── Data section
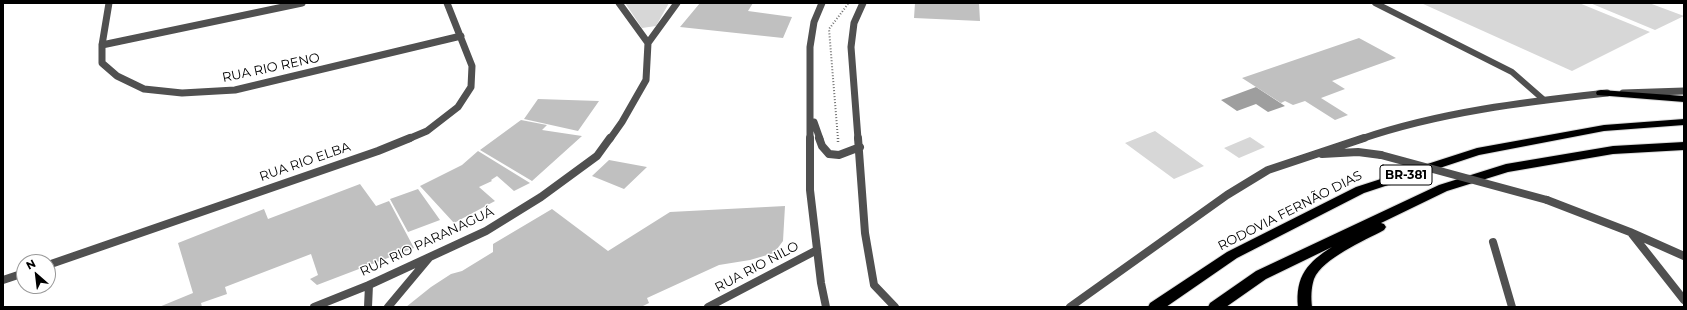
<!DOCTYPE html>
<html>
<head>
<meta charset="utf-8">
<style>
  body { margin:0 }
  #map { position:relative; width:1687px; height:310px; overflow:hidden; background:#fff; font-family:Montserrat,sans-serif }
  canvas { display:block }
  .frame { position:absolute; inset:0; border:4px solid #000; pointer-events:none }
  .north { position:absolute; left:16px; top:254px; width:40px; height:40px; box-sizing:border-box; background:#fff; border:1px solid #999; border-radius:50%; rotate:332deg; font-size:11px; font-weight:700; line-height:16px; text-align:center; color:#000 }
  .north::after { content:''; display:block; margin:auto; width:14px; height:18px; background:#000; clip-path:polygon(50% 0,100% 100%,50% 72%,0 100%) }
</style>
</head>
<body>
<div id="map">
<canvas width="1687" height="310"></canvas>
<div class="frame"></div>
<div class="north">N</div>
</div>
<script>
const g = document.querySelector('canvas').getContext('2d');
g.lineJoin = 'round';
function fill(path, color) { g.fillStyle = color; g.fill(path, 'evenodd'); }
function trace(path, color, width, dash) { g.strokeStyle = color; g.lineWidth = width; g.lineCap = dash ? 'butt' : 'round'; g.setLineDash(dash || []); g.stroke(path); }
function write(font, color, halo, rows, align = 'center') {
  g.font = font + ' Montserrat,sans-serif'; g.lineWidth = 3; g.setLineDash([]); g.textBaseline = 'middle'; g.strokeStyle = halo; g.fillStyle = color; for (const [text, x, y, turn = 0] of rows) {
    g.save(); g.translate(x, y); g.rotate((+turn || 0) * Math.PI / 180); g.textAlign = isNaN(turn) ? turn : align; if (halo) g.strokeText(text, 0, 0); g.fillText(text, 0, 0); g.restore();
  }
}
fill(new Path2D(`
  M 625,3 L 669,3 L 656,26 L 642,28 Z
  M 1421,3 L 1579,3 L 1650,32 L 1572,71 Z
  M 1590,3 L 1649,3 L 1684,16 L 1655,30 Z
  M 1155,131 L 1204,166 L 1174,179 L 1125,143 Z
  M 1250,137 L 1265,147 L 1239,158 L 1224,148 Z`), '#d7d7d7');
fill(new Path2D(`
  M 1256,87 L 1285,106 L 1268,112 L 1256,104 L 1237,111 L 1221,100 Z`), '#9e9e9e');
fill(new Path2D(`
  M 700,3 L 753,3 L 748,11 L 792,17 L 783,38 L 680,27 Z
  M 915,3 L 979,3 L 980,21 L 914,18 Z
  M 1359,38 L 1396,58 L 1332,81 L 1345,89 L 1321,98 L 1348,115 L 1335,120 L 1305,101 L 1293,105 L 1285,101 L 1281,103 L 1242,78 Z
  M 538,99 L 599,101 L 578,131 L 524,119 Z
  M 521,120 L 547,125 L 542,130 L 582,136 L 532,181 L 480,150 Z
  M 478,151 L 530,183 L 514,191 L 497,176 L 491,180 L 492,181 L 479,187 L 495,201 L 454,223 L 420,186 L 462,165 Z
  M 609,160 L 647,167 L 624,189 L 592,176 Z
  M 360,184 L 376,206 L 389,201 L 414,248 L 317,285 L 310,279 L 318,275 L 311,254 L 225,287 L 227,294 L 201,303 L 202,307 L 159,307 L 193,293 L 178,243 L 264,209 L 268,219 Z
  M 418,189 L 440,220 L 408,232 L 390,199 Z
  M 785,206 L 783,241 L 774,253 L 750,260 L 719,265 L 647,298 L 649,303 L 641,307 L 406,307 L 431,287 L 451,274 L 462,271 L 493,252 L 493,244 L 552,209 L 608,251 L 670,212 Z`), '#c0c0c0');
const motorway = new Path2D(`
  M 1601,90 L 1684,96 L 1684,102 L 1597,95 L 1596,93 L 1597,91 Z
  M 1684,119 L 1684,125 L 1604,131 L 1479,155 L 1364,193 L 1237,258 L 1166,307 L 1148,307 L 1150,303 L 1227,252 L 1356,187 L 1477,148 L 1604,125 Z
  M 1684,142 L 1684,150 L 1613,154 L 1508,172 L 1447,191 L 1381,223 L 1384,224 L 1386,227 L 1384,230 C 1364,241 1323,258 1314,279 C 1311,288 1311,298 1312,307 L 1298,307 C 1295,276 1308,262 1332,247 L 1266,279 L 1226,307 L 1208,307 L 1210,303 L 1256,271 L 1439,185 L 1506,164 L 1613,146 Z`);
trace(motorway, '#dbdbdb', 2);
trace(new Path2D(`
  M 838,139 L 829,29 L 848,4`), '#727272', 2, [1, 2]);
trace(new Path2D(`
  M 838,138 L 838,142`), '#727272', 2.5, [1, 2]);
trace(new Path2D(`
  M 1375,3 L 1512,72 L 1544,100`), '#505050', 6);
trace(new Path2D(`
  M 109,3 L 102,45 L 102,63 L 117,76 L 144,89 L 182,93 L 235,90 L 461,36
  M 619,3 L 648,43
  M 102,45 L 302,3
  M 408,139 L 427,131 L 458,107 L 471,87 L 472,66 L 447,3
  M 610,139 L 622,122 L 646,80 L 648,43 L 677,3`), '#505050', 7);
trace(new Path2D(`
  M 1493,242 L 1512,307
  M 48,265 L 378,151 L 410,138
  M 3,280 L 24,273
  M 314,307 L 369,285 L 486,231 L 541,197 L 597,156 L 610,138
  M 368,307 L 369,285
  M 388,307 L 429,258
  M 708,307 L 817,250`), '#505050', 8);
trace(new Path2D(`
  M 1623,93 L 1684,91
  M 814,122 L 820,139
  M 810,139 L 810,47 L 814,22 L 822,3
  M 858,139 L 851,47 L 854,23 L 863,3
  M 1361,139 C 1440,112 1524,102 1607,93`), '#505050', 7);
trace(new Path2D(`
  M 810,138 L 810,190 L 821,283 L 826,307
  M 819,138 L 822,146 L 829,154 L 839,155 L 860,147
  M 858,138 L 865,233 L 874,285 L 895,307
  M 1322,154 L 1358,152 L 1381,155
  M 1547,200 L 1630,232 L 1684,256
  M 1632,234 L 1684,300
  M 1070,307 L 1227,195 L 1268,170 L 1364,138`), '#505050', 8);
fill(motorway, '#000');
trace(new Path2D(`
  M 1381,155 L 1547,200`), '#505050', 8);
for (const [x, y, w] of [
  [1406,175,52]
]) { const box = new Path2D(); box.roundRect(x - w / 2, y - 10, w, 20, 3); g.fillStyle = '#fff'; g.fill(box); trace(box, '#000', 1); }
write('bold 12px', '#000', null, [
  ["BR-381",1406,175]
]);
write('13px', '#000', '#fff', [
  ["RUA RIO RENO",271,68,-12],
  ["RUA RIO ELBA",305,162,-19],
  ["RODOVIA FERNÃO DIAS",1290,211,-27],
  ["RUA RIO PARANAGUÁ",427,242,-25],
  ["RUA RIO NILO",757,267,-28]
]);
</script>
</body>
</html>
────
*Exercise*
Only the lines from the one containing "M 1623,93 L 1684,91" through the last line of the records above are to be reproduced, exactly and with both ends included.

*Solution*
  M 1623,93 L 1684,91
  M 814,122 L 820,139
  M 810,139 L 810,47 L 814,22 L 822,3
  M 858,139 L 851,47 L 854,23 L 863,3
  M 1361,139 C 1440,112 1524,102 1607,93`), '#505050', 7);
trace(new Path2D(`
  M 810,138 L 810,190 L 821,283 L 826,307
  M 819,138 L 822,146 L 829,154 L 839,155 L 860,147
  M 858,138 L 865,233 L 874,285 L 895,307
  M 1322,154 L 1358,152 L 1381,155
  M 1547,200 L 1630,232 L 1684,256
  M 1632,234 L 1684,300
  M 1070,307 L 1227,195 L 1268,170 L 1364,138`), '#505050', 8);
fill(motorway, '#000');
trace(new Path2D(`
  M 1381,155 L 1547,200`), '#505050', 8);
for (const [x, y, w] of [
  [1406,175,52]
]) { const box = new Path2D(); box.roundRect(x - w / 2, y - 10, w, 20, 3); g.fillStyle = '#fff'; g.fill(box); trace(box, '#000', 1); }
write('bold 12px', '#000', null, [
  ["BR-381",1406,175]
]);
write('13px', '#000', '#fff', [
  ["RUA RIO RENO",271,68,-12],
  ["RUA RIO ELBA",305,162,-19],
  ["RODOVIA FERNÃO DIAS",1290,211,-27],
  ["RUA RIO PARANAGUÁ",427,242,-25],
  ["RUA RIO NILO",757,267,-28]
]);
</script>
</body>
</html>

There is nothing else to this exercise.